A frequent commenter on SI poses an interesting question: shall we separate over Calvinism. He cites these precedents:
- Protestant Reformers did not allow latitude on this issue
- When Melanchthon drifted away from Luther’s views, other Reformed people considered them as “other” than them
- The Dortians condemned the Remonstrants
- The Particular Baptists and the General Baptists operated separately
- The Calvinistic Methodists and the Wesleyan Methodists operated separately
Another commenter replies, noting that such division is essentially sectarianism. Fundamentalism, with whatever faults it may be charged with, has essentially been non-sectarian in its philosophy and approach. It is a philosophy that created ecclesiastical coalitions around a common cause, generally laying aside more narrow sectarian concerns.
Thus, we have seen such gatherings as the World Congress of Fundamentalists, efforts to pool fundamentalist thought from the preaching and teaching of men of quite broad sectarian backgrounds. Presbyterians, Methodists, Baptists, men of other groups, all have been welcome at the table in this common cause.
Some gatherings of fundamentalists, to be sure, have been somewhat sectarian in their efforts. The Fundamental Baptist Fellowship would be one such gathering. It is both Fundamentalist and Baptist. Its goal is to promote the broader fundamentalist philosophy within a Baptist ecclesiastical framework. But being fundamentalist, it has not historically been particular about the distinctions among Baptists. To take part, it is sufficient to be a Baptist and a fundamentalist.

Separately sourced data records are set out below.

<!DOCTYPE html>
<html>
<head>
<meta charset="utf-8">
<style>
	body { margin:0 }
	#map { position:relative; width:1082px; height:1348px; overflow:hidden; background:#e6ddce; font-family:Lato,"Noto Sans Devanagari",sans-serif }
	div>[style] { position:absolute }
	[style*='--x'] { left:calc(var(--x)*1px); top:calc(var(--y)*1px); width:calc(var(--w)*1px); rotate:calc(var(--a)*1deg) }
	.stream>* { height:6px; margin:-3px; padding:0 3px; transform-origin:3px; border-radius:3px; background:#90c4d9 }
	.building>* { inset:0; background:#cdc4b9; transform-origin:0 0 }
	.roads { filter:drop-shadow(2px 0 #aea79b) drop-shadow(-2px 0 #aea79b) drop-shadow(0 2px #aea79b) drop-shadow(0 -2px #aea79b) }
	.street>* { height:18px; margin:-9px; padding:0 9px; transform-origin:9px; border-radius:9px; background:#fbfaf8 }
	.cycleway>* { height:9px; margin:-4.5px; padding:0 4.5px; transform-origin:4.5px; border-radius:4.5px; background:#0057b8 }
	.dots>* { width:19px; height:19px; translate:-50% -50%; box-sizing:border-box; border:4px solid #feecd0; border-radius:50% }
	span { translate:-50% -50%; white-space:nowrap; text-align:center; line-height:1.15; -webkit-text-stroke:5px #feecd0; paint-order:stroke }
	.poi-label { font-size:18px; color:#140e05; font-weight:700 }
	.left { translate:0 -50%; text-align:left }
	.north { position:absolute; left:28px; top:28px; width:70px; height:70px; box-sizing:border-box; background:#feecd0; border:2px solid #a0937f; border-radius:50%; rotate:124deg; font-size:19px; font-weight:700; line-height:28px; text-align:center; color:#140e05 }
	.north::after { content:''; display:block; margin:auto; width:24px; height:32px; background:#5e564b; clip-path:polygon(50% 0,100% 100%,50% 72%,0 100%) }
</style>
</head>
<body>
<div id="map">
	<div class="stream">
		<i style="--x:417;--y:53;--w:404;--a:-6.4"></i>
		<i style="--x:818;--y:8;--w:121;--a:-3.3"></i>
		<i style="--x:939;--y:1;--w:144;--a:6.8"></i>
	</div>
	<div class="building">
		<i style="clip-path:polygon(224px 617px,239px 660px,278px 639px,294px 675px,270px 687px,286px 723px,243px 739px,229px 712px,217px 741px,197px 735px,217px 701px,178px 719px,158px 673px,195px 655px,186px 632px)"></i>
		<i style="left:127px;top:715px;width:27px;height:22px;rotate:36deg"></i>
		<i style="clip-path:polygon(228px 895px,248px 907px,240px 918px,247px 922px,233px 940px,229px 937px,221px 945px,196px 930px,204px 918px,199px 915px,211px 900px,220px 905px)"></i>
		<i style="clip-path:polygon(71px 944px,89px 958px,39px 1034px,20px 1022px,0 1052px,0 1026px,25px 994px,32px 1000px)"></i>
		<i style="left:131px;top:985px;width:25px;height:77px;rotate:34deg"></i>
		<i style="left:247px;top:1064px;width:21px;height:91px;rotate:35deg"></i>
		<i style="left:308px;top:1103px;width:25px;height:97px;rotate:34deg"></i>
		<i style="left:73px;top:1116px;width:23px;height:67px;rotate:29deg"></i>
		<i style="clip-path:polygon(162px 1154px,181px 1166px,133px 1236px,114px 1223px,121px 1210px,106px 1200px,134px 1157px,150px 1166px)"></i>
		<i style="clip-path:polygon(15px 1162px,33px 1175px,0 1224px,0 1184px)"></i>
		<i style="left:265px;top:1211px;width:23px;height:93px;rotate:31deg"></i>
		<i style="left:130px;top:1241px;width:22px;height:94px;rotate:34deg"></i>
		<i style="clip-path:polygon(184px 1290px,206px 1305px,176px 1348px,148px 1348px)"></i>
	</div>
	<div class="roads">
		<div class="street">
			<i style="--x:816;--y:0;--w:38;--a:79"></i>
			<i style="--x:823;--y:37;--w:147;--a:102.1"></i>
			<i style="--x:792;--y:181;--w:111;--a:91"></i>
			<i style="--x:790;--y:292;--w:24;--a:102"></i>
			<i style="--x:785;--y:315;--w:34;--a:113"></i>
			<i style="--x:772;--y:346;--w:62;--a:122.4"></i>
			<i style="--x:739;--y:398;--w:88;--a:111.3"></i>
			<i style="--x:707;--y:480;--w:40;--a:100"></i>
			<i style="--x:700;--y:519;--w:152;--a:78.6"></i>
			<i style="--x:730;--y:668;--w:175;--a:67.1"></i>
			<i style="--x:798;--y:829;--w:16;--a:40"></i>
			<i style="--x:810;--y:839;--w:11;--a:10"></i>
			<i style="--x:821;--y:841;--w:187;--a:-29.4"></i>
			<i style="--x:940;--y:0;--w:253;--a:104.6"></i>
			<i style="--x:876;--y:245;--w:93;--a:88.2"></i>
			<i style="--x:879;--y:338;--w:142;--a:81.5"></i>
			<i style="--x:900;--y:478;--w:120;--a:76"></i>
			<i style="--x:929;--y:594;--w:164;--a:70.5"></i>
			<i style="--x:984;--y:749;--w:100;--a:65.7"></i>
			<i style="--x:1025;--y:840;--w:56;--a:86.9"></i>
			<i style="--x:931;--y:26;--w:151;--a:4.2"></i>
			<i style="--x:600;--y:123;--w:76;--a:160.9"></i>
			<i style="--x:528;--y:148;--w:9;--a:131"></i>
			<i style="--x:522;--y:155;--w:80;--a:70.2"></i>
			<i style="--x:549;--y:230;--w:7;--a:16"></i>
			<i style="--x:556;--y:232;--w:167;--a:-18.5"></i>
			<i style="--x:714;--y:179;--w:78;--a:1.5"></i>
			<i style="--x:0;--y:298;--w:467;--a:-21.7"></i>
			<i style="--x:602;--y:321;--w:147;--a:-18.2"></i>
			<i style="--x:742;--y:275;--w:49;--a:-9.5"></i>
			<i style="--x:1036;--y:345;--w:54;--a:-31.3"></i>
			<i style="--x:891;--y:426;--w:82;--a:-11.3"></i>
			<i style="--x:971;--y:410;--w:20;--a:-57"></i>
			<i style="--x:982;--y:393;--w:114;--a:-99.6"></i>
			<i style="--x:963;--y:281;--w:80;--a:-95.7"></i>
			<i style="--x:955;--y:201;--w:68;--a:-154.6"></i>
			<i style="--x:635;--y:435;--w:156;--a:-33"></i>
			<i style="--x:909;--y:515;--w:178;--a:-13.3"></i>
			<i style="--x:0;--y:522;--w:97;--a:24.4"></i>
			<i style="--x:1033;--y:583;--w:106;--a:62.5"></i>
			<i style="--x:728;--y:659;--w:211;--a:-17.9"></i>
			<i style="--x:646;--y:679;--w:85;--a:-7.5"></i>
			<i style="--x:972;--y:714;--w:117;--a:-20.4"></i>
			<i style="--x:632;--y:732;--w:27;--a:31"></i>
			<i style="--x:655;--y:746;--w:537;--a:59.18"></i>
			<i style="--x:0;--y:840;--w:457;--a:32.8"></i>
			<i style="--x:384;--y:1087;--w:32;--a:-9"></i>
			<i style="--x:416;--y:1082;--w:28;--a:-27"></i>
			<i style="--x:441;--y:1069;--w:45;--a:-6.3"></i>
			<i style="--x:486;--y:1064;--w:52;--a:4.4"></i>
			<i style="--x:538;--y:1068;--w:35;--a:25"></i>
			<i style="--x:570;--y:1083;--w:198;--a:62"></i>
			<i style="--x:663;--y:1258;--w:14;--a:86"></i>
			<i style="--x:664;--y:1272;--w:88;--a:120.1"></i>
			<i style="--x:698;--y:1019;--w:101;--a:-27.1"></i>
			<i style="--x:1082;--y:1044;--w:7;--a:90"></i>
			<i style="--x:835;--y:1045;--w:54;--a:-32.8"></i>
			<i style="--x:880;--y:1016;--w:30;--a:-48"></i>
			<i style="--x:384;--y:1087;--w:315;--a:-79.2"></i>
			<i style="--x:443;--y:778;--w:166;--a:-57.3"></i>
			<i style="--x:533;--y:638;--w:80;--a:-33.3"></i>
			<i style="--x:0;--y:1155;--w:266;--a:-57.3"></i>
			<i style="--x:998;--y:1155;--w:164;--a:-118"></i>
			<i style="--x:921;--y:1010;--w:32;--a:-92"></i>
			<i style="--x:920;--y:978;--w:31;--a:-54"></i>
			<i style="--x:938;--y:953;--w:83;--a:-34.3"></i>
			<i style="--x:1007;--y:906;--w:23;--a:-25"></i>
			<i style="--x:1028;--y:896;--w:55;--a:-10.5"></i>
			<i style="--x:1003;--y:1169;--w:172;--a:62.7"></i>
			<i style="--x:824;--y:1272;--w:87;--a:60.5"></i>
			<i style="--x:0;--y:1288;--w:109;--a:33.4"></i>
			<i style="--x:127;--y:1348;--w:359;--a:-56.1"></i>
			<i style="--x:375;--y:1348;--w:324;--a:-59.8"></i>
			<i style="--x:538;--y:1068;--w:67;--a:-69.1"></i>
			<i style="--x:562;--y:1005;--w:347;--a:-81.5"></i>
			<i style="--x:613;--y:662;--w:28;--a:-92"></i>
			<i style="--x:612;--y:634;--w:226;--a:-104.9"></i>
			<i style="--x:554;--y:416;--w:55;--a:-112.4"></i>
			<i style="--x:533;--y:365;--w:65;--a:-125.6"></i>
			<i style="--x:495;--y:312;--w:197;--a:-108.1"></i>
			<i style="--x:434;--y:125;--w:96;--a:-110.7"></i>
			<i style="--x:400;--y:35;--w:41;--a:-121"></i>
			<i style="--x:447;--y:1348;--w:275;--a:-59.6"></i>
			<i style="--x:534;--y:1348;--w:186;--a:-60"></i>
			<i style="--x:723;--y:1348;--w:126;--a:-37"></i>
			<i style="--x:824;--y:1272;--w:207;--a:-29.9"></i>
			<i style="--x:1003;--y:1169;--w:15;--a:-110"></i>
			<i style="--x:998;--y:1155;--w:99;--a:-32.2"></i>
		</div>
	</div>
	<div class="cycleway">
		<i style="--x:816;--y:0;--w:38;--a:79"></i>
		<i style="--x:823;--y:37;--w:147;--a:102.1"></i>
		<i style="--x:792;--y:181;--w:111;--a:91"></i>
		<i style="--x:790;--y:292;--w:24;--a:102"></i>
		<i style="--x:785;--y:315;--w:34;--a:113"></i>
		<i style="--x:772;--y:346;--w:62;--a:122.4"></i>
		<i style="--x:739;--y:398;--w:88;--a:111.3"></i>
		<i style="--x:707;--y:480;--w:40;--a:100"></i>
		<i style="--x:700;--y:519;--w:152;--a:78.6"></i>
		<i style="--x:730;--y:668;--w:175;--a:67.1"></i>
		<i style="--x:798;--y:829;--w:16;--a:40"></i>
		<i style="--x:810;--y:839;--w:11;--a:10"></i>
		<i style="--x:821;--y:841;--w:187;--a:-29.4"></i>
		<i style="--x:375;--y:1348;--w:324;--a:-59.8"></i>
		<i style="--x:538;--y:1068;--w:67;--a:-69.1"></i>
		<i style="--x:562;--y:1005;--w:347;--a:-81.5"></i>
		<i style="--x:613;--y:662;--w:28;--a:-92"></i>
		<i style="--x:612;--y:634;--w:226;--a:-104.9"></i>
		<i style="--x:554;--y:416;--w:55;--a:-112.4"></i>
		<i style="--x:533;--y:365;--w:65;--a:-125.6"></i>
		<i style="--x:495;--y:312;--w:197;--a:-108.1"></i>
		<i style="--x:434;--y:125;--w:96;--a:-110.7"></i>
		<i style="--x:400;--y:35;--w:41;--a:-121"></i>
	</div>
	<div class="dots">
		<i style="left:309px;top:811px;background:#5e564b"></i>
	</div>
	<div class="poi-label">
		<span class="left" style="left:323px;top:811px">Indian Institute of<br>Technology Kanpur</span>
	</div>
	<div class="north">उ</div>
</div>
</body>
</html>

Sectarian over-emphasis threatens fundamentalism
Political coalitions are built on compromise. We see this all the time in secular politics. The conservative side of the spectrum politically is usually a coalition of fiscal and social conservatives with a few libertarians mixed in. When one group or another within that group decides its more narrow concerns are more important than the larger concerns of the coalition, the coalition breaks down and electoral defeats become more likely.